# Meet Cheep the baby robin!



## BudgieBudds (Feb 15, 2014)

Hey everyone!

So I thought I would share of few pictures of the baby robin who "visits" me from time to time. This little guy is a fledgling and loves to hop around my yard and practice flying! He often sits on my porch looking as cute as can be! I've nicknamed him "Cheep" since that's what he loves to do! 

Hope you all enjoy!


----------



## FaeryBee (May 9, 2011)

*Awww, little Cheep is a cutie! Thanks for sharing him with us, Rachel. :hug:*


----------



## aluz (Jul 24, 2011)

It's really sweet that you got the privilege to actually see your little visitor grow, Cheep is gorgeous (love his tummy pattern) and very cute as well! 
Thanks for sharing the pics.


----------



## BudgieBudds (Feb 15, 2014)

Thanks Deb and aluz! He really is a cutie  I definitely enjoy seeing him every day and watching him grow!


----------



## Budget baby (Jan 1, 2013)

How wonderful to be able to have a wonder of nature share his journey with you .He is very cute and looks to be very well too.


----------



## BudgieBudds (Feb 15, 2014)

Thanks Cathy  It really is awesome!


----------



## Jonah (Feb 3, 2013)

Thanks for sharing such sweet pictures with us Rachel....


----------



## Vargur (May 4, 2013)

American robin?

so cute!!


----------



## budgiebabie (May 8, 2014)

So nice you have been able to watch him grow.

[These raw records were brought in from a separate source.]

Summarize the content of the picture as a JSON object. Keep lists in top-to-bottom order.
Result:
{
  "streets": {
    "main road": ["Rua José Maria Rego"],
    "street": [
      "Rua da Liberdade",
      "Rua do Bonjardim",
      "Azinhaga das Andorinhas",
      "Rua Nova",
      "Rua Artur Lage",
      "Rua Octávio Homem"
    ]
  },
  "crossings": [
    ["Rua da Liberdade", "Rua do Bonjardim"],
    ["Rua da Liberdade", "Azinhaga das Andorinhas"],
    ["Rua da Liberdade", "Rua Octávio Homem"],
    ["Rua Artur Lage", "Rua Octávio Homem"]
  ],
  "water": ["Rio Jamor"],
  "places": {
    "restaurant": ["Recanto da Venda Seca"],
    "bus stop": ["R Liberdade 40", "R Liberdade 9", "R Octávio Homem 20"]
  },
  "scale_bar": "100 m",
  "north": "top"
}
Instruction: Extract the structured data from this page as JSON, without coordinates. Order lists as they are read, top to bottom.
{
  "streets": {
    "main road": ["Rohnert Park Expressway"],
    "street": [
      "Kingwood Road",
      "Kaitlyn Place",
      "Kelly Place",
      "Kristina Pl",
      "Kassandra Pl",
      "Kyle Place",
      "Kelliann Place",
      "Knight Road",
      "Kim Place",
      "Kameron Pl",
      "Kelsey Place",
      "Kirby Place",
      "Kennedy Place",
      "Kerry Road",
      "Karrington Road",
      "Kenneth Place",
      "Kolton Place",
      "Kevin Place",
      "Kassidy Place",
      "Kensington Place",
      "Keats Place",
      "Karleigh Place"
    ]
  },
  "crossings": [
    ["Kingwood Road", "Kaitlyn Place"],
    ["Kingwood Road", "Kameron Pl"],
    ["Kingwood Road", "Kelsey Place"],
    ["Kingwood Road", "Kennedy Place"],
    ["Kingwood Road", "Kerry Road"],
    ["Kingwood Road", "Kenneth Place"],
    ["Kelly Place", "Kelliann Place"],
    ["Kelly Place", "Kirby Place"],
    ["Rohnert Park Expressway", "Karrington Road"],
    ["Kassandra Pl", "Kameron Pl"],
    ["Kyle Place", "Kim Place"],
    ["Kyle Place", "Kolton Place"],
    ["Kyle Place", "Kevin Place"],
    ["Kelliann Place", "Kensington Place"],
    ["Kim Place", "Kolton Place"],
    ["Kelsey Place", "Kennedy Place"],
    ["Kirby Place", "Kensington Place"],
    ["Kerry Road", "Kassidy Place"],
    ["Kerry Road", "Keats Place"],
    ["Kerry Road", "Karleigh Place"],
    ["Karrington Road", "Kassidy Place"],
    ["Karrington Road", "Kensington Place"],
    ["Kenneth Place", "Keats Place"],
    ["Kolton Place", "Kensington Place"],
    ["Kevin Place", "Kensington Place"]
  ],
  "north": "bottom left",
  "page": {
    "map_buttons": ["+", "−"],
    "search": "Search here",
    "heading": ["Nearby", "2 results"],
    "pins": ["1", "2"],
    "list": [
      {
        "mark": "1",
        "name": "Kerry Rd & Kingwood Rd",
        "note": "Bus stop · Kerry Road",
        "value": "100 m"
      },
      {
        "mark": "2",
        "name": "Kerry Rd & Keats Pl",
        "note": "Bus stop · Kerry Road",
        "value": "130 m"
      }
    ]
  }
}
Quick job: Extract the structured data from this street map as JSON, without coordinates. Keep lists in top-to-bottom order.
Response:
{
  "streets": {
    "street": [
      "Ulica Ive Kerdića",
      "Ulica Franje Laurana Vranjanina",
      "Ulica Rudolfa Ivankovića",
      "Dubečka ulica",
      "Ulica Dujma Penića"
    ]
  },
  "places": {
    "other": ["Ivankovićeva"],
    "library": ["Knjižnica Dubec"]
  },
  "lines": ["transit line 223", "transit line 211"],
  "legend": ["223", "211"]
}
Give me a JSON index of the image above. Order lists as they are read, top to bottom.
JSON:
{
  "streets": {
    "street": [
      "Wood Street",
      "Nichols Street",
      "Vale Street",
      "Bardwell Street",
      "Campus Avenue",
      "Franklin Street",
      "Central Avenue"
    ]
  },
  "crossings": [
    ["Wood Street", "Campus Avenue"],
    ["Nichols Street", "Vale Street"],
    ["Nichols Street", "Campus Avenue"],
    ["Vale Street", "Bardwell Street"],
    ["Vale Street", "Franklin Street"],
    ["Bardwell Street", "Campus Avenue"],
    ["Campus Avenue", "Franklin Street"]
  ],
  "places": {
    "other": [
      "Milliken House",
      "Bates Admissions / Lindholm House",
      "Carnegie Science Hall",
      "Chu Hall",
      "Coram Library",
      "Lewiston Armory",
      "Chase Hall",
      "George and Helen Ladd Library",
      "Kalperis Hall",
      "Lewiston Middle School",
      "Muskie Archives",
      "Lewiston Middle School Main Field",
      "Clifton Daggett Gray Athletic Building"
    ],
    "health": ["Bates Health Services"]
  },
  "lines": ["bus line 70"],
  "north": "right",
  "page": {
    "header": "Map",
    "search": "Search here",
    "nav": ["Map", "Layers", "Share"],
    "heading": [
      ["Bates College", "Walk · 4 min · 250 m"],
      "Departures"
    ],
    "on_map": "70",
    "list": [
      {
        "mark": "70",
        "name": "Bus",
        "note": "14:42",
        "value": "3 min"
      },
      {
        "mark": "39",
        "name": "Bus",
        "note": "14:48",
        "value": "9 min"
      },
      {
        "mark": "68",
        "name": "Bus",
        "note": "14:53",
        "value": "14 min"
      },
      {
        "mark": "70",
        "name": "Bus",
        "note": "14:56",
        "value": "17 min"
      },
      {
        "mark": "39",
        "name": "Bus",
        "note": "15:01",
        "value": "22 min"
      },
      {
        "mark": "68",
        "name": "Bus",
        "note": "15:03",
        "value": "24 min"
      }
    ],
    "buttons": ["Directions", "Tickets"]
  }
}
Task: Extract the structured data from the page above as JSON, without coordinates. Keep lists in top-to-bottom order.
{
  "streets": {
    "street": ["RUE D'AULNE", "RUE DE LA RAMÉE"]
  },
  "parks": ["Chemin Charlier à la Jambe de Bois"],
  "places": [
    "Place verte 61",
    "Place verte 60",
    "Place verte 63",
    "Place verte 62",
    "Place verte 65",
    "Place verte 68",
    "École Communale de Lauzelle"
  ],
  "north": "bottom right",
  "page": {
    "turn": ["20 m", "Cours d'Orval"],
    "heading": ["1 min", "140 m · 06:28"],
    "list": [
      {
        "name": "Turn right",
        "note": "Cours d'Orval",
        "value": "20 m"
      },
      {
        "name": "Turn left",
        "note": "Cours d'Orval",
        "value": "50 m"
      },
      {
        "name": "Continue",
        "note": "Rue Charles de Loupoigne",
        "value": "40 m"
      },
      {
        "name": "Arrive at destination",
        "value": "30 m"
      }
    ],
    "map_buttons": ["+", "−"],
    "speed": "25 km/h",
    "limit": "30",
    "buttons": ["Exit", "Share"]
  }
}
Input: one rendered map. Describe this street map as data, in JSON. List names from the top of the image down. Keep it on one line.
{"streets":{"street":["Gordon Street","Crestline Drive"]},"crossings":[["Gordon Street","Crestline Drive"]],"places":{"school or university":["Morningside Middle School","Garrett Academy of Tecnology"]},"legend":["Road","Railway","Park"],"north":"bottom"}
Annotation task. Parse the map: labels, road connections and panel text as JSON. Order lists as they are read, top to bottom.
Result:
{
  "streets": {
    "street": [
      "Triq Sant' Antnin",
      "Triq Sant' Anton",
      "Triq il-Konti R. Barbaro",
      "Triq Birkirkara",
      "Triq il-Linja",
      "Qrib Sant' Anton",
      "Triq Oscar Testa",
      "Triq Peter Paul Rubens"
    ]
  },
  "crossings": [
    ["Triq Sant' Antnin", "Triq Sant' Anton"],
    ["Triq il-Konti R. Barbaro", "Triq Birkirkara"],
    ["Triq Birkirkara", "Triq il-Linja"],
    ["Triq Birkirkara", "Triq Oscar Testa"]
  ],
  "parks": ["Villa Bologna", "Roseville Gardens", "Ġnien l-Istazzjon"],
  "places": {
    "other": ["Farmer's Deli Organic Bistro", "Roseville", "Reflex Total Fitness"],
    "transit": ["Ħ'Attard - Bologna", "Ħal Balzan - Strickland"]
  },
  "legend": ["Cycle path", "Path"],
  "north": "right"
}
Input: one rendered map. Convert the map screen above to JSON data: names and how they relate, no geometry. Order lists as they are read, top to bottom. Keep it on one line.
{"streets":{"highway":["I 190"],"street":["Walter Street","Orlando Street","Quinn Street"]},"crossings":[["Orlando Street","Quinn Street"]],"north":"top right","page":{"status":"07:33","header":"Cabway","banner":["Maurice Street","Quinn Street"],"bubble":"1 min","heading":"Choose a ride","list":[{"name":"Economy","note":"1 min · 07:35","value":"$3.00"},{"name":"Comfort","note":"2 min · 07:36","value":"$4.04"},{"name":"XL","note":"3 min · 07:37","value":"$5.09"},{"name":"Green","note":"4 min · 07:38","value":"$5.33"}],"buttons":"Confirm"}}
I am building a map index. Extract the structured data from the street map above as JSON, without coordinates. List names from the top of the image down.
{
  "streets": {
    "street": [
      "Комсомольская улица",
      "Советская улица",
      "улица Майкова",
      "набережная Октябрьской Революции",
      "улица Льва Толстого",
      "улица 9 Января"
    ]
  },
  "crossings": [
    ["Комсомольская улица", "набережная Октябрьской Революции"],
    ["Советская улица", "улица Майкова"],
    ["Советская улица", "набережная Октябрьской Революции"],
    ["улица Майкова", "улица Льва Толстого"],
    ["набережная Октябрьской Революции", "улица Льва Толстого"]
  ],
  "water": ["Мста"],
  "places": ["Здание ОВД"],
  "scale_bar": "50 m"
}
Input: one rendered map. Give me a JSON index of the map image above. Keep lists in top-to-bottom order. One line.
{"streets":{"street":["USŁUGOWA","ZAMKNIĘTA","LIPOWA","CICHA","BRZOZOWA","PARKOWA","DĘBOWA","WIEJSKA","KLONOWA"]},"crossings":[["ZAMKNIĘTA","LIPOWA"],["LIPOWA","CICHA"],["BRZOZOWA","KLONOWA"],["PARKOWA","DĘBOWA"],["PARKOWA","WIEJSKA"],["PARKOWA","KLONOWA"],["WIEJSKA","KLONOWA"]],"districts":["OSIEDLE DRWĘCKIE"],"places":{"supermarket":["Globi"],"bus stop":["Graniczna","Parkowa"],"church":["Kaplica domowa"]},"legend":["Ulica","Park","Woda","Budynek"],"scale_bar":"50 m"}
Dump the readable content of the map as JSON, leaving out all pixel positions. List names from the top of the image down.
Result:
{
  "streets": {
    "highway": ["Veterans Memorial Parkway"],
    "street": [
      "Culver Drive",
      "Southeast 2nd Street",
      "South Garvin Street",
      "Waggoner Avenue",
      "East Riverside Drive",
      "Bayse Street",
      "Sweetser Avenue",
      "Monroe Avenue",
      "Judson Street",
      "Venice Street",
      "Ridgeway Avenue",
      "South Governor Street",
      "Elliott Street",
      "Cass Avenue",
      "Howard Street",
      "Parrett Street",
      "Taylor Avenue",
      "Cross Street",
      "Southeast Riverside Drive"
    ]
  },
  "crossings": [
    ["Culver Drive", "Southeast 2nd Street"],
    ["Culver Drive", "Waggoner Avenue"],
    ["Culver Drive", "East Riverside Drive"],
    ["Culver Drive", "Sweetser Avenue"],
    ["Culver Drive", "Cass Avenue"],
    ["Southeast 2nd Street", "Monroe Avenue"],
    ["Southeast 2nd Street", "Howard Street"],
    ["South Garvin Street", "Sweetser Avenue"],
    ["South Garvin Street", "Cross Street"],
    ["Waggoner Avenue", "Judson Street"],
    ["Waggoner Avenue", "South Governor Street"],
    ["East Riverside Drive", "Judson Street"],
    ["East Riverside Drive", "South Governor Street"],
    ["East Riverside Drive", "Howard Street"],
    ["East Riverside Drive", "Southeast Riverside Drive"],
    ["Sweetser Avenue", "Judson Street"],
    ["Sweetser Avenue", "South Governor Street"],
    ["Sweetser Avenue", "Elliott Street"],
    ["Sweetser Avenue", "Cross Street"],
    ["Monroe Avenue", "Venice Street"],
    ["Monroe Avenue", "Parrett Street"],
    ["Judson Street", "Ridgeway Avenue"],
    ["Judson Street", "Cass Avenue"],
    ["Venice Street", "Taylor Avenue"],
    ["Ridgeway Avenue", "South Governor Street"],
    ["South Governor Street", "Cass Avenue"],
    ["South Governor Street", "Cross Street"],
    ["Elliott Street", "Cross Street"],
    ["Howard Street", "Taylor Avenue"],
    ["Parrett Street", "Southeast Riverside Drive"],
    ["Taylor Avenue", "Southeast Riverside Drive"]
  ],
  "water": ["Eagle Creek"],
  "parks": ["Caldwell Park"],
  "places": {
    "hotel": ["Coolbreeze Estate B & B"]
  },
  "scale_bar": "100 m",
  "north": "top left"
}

Little cutie.


----------



## BudgieBudds (Feb 15, 2014)

Thanks guys! And yes Vargur, it is an american robin


----------



## eduardo (Jul 24, 2011)

*What a little cutie! What does he eat? Do you give him seeds, or does he feed on bugs?*


----------



## runnergirl (Mar 26, 2014)

How sweet! I love when I have wild birds frequent enough I recognize them.


----------



## BudgieBudds (Feb 15, 2014)

Dee, I don't feed him. He's wild, not mine. I do see his parents bringing him worms often but other than that I really don't know...


----------



## BudgieBudds (Feb 15, 2014)

Malia, I love it! It really is special


----------



## despoinaki (Aug 4, 2012)

This is a very cute little bird! You'll have the chance to watch it grow and be a beautiful bird! Now I've seen the American Robin, I can tell that there are differencies between our Robin here ( European Robin) and the American one, see? 

Here in Greece we call it "Red throated bird"


----------



## BudgieBudds (Feb 15, 2014)

Wow Despina! That is a very cool looking bird! Much different then ours though I do have to say...So round!!


----------



## despoinaki (Aug 4, 2012)

it's a cutie!We get to see Robins during the winter here-that's why this guy is so fluffy-and they are amazing singers!


----------



## Budgiekeet (Mar 4, 2012)

Nice pictures every one . I now see where the term round robin may have come from.


----------



## Vargur (May 4, 2013)

despoinaki said:


> This is a very cute little bird! You'll have the chance to watch it grow and be a beautiful bird! Now I've seen the American Robin, I can tell that there are differencies between our Robin here ( European Robin) and the American one, see?
> 
> Here in Greece we call it "Red throated bird"


Thats because the American robin is a thrush, but the European robin is in the flycatcher family. 
I have yet to see the A.robin. I once saw E.robin. Both vagrants in Iceland.
Both very pretty.


----------



## Trimath (Jan 10, 2013)

Hi Rachel,
Cheep is absolutely adorable... you are so lucky to have him sharing your yard and your pics are excellent.Aren't all babies just so beautiful?


----------



## Owlet (Dec 26, 2010)

Thank you for sharing the pics. He is so cute!


----------



## BudgieBudds (Feb 15, 2014)

Thanks guys!


----------